# Brute 650 SRA Service Manual



## Muddy Brute Force (Dec 17, 2008)

Does anyone know where I can get a down loadable or printed service manual for a 2008 Brute 650 SRA? Thanks for any help.:06:


----------



## BF650SRA (Mar 15, 2009)

Has anything changed on the SRA besides the the manual fuel shut off since 2005?


----------



## IBBruin (Feb 10, 2009)

Try here.

http://www.tradebit.com/filesharing...ercat=0&keywords=kawasaki+brute&submit=search


----------



## Muddy Brute Force (Dec 17, 2008)

IBBruin said:


> Try here.
> 
> http://www.tradebit.com/filesharing...ercat=0&keywords=kawasaki+brute&submit=search


Thanks, they mainly have the Manual for the 750's and I am needing the manual for the 08 650 SRA.


----------



## BF650SRA (Mar 15, 2009)

I'm workin' on it, LOL


----------



## KMKjr (Jan 9, 2009)

I've looked for 650 manuals and never found one yet, but have not found at problem I could not solve with the 750 ones on here.


----------



## Muddy Brute Force (Dec 17, 2008)

I have also been searching, I did finnally find a factory service manual for my Brute, but they wanted $55.00 for it, and I really don't want to pay that much for one.


----------



## KMKjr (Jan 9, 2009)

Yep, and $55.00 ain't bad...I've seen them for alot more.

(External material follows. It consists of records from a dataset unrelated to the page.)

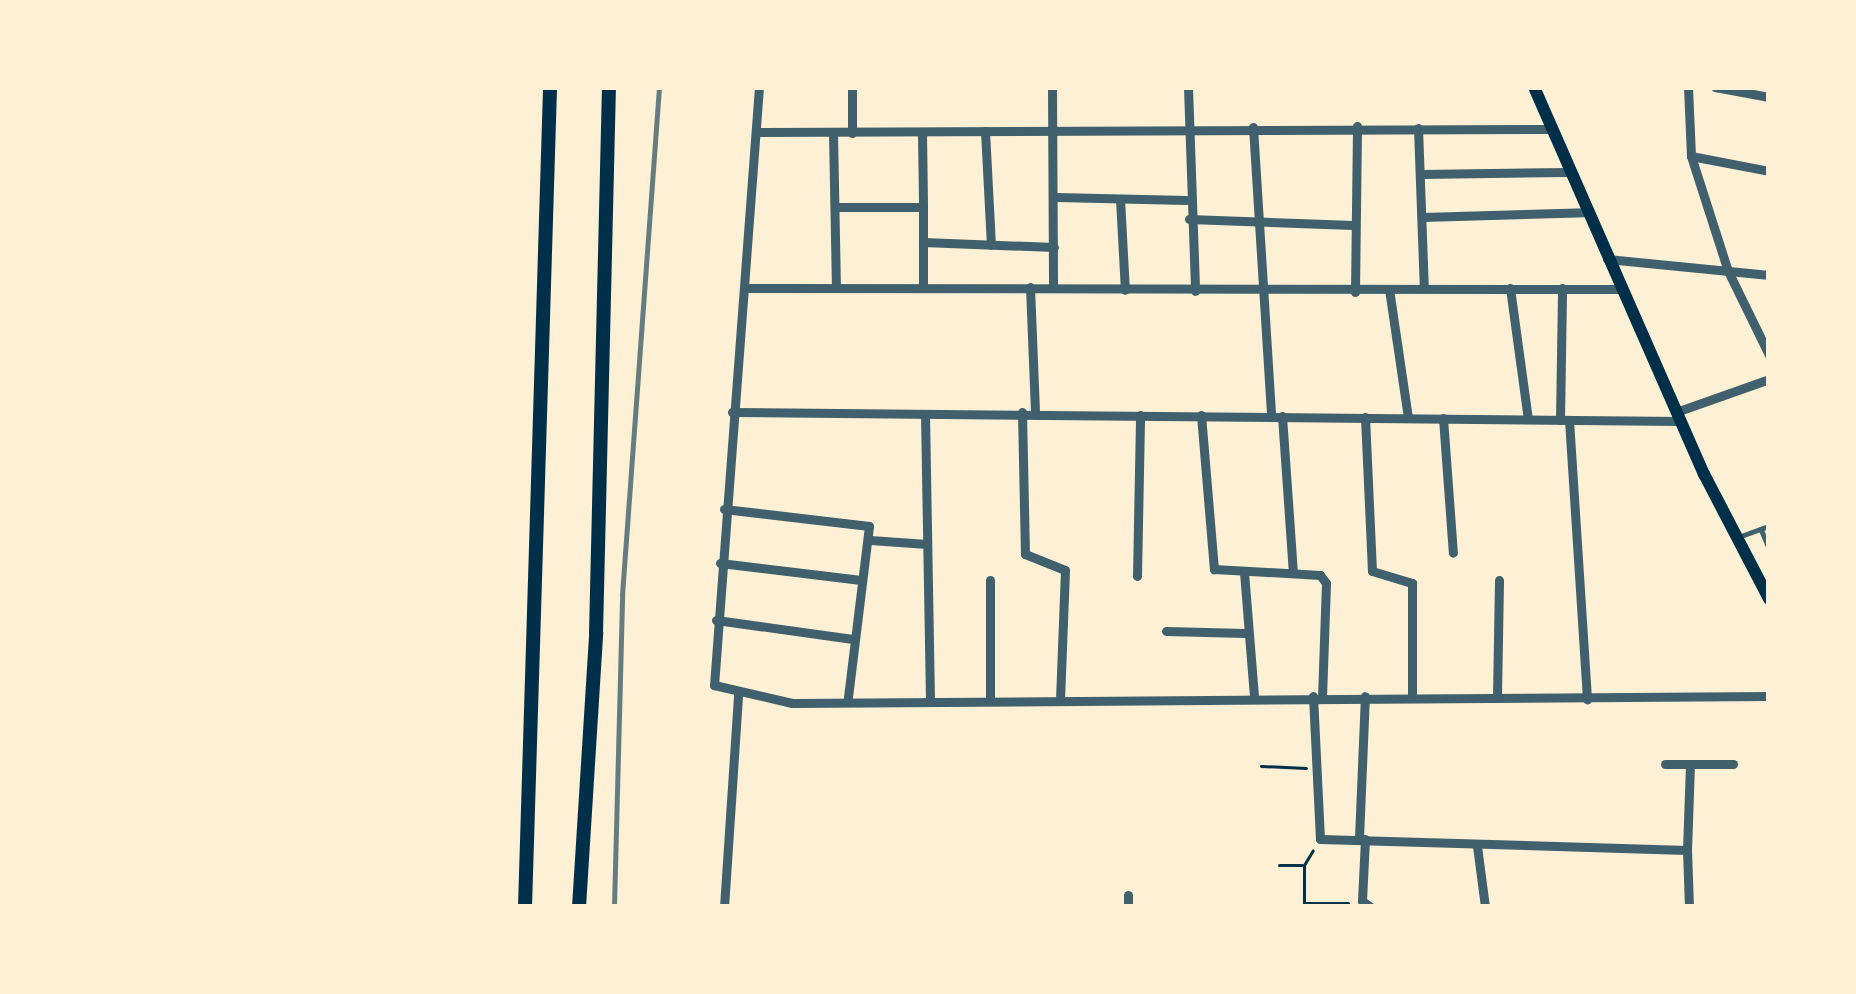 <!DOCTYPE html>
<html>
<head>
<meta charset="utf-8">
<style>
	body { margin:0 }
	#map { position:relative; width:1856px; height:994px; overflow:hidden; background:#fdf0d5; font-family:Quicksand,sans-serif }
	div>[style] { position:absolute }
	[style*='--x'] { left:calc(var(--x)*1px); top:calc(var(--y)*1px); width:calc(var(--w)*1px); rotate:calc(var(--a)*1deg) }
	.path>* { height:3px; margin:-1.5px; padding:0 1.5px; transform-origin:1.5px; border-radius:1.5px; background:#003049 }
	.service>* { height:4.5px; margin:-2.25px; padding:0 2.25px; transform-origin:2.25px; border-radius:2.25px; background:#3f606c }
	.minor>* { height:9px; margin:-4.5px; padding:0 4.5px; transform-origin:4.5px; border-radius:4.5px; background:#3f606c }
	.secondary>* { height:12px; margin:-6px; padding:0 6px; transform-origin:6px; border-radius:6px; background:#003049 }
	.trunk>* { height:14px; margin:-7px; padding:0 7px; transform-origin:7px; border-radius:7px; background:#003049 }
	.rail>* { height:4.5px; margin:-2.25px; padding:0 2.25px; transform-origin:2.25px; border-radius:2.25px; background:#657d81 }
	span { translate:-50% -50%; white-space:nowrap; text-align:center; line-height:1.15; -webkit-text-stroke:10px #fdf0d5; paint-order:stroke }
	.frame { position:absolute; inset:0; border:90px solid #fdf0d5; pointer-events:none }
</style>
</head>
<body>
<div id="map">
	<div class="path">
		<i style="--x:1261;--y:766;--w:45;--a:2.5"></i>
		<i style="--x:1279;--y:865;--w:23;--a:0"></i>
		<i style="--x:1304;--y:903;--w:44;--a:0"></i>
		<i style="--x:1304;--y:907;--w:42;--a:-90"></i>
		<i style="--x:1304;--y:865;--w:17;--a:-59"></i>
	</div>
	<div class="service">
		<i style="--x:1761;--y:529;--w:21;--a:67"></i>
		<i style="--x:1741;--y:536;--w:30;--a:-20"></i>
	</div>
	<div class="minor">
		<i style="--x:759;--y:87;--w:600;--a:94.3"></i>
		<i style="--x:714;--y:685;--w:80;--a:13"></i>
		<i style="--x:792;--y:703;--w:977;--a:-0.41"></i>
		<i style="--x:852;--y:87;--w:46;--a:90"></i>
		<i style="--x:1052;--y:87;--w:201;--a:89.7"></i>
		<i style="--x:1188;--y:87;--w:204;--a:88"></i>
		<i style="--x:1688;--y:87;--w:69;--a:87.5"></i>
		<i style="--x:1691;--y:156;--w:121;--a:72.2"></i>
		<i style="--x:1728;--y:271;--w:93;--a:64"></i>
		<i style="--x:1715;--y:87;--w:55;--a:10.5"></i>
		<i style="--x:1253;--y:127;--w:289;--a:86.4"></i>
		<i style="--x:1418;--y:128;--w:160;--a:87.9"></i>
		<i style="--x:985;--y:131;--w:114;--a:87"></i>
		<i style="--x:756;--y:132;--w:794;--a:-0.22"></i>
		<i style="--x:922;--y:132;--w:75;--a:89.2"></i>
		<i style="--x:833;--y:133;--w:155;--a:88.9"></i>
		<i style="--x:1691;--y:156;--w:79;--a:10.9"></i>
		<i style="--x:1421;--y:174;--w:147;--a:-0.8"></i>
		<i style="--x:1056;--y:197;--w:130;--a:1.3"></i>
		<i style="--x:1120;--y:199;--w:91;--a:86.9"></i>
		<i style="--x:836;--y:207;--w:87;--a:0"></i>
		<i style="--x:923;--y:207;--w:80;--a:90"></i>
		<i style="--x:1422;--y:217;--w:164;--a:-1.7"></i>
		<i style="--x:1189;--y:219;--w:164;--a:2.1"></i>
		<i style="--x:923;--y:242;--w:131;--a:2.2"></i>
		<i style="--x:1607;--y:259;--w:163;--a:5.6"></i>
		<i style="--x:1030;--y:287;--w:126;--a:87.7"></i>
		<i style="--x:745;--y:288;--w:875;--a:0.07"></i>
		<i style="--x:1510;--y:288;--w:132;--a:82.2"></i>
		<i style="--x:1389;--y:289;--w:130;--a:81.6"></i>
		<i style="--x:1355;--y:292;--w:166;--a:-89.3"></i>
		<i style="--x:732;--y:412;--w:948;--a:0.54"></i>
		<i style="--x:1022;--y:412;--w:142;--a:88.8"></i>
		<i style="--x:1025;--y:554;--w:43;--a:21.8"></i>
		<i style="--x:1065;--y:570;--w:128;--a:92.2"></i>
		<i style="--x:1676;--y:412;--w:99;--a:-19.5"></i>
		<i style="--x:925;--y:414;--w:283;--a:89"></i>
		<i style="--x:1201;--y:415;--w:155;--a:85.2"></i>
		<i style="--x:1214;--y:569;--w:106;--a:3.2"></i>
		<i style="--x:1320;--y:575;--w:10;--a:53"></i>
		<i style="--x:1326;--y:583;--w:114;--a:92"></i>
		<i style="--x:1282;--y:416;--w:157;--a:86"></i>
		<i style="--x:1365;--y:417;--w:154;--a:87.4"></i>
		<i style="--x:1372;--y:571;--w:42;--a:16.7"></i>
		<i style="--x:1412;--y:583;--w:110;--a:90"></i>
		<i style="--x:1443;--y:418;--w:135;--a:85.8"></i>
		<i style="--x:1560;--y:420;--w:132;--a:-89.1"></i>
		<i style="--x:1569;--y:420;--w:280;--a:86.3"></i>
		<i style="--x:724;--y:509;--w:146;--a:6.7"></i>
		<i style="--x:869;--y:526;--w:173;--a:97"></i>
		<i style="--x:870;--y:540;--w:57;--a:4"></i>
		<i style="--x:720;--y:563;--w:142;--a:6.9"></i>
		<i style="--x:1244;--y:572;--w:125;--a:85.4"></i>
		<i style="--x:1137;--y:576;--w:161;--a:-88.9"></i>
		<i style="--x:716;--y:620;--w:138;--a:7.9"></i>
		<i style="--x:1166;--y:631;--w:79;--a:1.5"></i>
		<i style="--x:1313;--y:696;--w:143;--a:87.2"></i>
		<i style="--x:1320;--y:839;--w:367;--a:1.7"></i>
		<i style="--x:1687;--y:850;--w:57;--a:88"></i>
		<i style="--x:1497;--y:696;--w:116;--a:-89"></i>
		<i style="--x:990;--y:698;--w:118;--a:-90"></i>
		<i style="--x:1665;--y:764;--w:68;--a:0"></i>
		<i style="--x:1359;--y:838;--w:142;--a:-87.6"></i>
		<i style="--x:1365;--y:839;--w:62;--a:92.8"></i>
		<i style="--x:1362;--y:901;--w:11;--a:34"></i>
		<i style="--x:1477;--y:846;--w:62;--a:82.5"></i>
		<i style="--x:1687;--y:850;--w:85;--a:-88"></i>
		<i style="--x:1128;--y:895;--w:12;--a:90"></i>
		<i style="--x:724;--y:907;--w:213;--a:-86.2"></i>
	</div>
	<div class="secondary">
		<i style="--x:1534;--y:87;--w:423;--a:66.3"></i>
		<i style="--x:1704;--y:474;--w:141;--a:62.5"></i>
	</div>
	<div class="trunk">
		<i style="--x:525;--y:907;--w:820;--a:-88.25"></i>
		<i style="--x:579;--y:907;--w:275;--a:-86.4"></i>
		<i style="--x:596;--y:633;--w:546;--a:-88.64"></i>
	</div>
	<div class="rail">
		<i style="--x:614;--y:907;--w:312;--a:-88.5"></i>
		<i style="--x:622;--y:595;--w:509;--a:-85.83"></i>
	</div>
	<div class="frame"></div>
</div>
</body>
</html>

With the amount of people I've found that wany one, I'm shocked Clymer or Haynes have not made one yet.


----------



## Muddy Brute Force (Dec 17, 2008)

KMKjr said:


> Yep, and $55.00 ain't bad...I've seen them for alot more.
> 
> With the amount of people I've found that wany one, I'm shocked Clymer or Haynes have not made one yet.


 
Yea I am surprised that they havn't either, I would rather have one from them since they also explain how to do little tricks and tips.


----------